大須の東端、地下鉄で言うと上前津駅の方面にある大通り「大津通り」沿いに店を構える「六三六」。
この辺はいくつかラーメン屋や飲食店が並び、お昼時には混み合う。
いくつかのお店は行ったことがあるんだけど、この「六三六」は前から気になってただけで入ったことが無かったんだよね。という事で行ってみました。
何度も通りかかってるのだけどね。
ちょうど煮干しのラーメンを味わいたい気分だったし、ということで。
ちなみにお店の名前は「ろくさんろく」と読むらしい。
ラーメン屋さんでよく有る食券タイプのお店なんだけど、たまに食券って分かりにくいところがあるよねぇ。券売機がちょっと入口に立ったときの視界だと見えづらい場所にあったりとか。

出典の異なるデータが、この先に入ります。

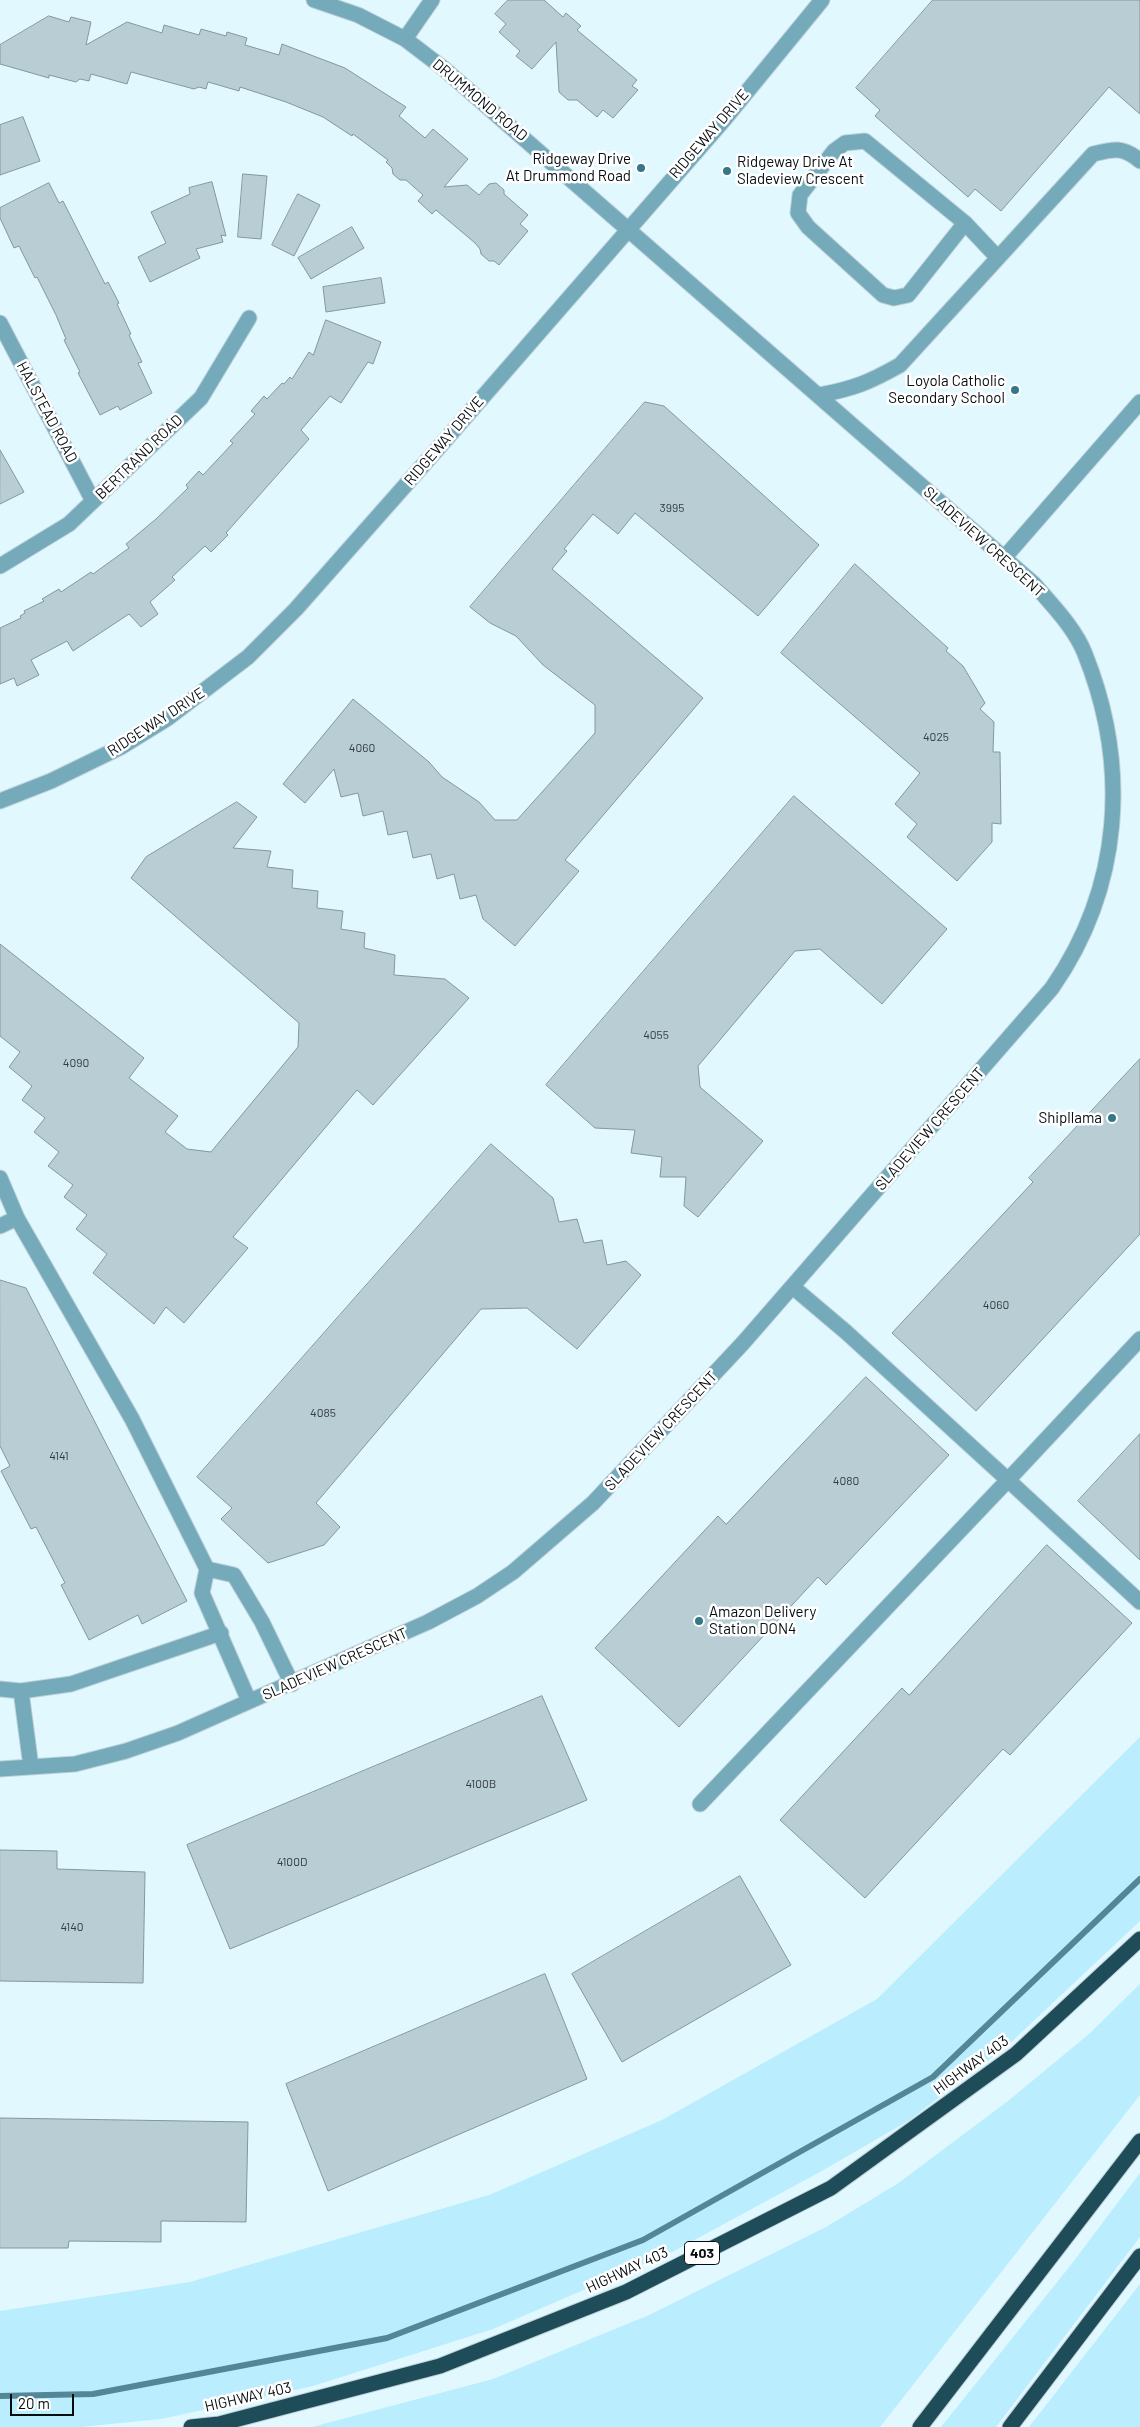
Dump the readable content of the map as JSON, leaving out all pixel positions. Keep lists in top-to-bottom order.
{
  "streets": {
    "highway": ["HIGHWAY 403", "403"],
    "street": [
      "DRUMMOND ROAD",
      "RIDGEWAY DRIVE",
      "HALSTEAD ROAD",
      "BERTRAND ROAD",
      "SLADEVIEW CRESCENT"
    ]
  },
  "crossings": [
    ["DRUMMOND ROAD", "RIDGEWAY DRIVE"],
    ["DRUMMOND ROAD", "SLADEVIEW CRESCENT"],
    ["RIDGEWAY DRIVE", "SLADEVIEW CRESCENT"],
    ["HALSTEAD ROAD", "BERTRAND ROAD"]
  ],
  "places": [
    "Ridgeway Drive At Drummond Road",
    "Ridgeway Drive At Sladeview Crescent",
    "Loyola Catholic Secondary School",
    "Shipllama",
    "Amazon Delivery Station DON4"
  ],
  "house_numbers": [
    "3995",
    "4025",
    "4060",
    "4055",
    "4090",
    "4060",
    "4085",
    "4141",
    "4080",
    "4100B",
    "4100D",
    "4140"
  ],
  "scale_bar": "20 m"
}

ここの食券は入ってすぐ右側にあって分かりやすいけど、導線って大事だなとも思うのです。
入店、そして選ぶ
さてさて、初めてのお店では券売機の左上にあるものを選ぶことが多くて。
というのもだいたい左上からメニューを並べている所が多くて、つまり左上に一押しか定番か一番スタンダードなメニューがある事が多い…という理由。
初めてのお店でいきなり冒険すると、もしもそのチャレンジが失敗だったときに次どうするか悩んでしまう。そのチャレンジメニューがビミョーだっただけなのか、お店そのものが自分に合わないのかが判断しかねる。
逆にスタンダードやメニューやおすすめなメニューが自分に合わなかった場合は、きっとそのお店自体の嗜好と合わないのであろうと判断が出来る。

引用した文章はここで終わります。